• **Assigned task**:
The records sit below. Return every line in them that holds the word "image".
**** Data excerpts
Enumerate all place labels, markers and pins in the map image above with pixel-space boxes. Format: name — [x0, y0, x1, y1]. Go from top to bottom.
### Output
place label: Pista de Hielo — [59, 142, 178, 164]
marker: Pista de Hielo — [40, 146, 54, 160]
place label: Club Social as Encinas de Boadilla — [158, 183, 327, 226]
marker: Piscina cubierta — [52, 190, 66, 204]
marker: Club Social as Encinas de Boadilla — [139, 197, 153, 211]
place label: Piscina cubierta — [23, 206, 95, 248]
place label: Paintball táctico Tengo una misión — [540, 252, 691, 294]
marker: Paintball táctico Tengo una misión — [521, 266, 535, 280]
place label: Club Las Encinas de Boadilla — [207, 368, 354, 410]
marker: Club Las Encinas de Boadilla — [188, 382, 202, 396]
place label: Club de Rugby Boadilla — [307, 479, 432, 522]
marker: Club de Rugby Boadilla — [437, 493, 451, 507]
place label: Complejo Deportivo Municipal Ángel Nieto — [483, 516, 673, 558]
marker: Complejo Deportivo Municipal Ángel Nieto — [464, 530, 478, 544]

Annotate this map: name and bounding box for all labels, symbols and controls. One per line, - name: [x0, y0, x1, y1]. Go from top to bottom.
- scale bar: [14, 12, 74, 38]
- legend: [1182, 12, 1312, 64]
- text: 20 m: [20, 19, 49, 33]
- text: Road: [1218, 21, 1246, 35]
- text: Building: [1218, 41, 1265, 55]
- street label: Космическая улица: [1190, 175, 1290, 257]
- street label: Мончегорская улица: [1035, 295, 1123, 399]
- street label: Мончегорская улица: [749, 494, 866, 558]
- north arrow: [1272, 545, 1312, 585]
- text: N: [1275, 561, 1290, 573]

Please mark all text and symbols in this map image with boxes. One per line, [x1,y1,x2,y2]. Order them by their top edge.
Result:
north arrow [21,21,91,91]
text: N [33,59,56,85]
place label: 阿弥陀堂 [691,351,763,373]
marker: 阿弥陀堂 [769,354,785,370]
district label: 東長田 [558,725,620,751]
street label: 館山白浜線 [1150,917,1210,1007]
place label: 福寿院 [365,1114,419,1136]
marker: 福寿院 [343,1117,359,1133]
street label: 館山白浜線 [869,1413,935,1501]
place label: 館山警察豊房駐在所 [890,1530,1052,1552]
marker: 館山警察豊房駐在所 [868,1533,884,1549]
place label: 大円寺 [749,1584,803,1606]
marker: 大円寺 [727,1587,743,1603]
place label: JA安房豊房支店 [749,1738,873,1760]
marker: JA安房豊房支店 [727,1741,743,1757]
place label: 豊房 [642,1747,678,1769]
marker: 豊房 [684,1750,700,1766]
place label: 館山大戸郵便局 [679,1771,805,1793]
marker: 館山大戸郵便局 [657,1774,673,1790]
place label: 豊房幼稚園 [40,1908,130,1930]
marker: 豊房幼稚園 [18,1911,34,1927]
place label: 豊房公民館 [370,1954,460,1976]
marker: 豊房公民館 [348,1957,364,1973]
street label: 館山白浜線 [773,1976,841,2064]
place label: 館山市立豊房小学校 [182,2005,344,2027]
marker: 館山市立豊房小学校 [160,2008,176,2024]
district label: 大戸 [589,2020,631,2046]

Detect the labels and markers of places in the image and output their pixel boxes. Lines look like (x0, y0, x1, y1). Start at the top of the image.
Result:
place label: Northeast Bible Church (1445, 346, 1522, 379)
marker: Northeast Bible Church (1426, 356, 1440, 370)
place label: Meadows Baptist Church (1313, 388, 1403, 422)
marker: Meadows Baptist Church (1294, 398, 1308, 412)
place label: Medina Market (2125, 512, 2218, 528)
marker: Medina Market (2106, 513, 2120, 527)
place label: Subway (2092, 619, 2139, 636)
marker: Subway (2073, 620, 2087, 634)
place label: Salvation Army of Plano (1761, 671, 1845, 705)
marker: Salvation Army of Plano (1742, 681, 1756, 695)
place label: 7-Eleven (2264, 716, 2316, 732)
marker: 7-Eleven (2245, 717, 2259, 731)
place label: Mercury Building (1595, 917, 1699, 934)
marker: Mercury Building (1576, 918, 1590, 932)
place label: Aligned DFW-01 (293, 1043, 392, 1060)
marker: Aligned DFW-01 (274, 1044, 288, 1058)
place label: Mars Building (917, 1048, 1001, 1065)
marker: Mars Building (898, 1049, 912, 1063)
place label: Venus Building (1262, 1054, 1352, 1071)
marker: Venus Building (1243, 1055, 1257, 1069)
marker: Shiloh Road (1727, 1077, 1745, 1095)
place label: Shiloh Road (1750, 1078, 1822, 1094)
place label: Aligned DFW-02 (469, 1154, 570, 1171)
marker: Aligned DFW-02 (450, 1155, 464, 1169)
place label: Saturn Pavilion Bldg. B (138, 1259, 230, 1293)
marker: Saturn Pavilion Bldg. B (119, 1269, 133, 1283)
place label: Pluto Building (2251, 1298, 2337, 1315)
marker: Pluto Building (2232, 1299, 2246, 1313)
********
• **Task response**:
Enumerate all place labels, markers and pins in the map image above with pixel-space boxes. Format: name — [x0, y0, x1, y1]. Go from top to bottom.
Please mark all text and symbols in this map image with boxes. One per line, [x1,y1,x2,y2]. Order them by their top edge.
Detect the labels and markers of places in the image and output their pixel boxes. Lines look like (x0, y0, x1, y1). Start at the top of the image.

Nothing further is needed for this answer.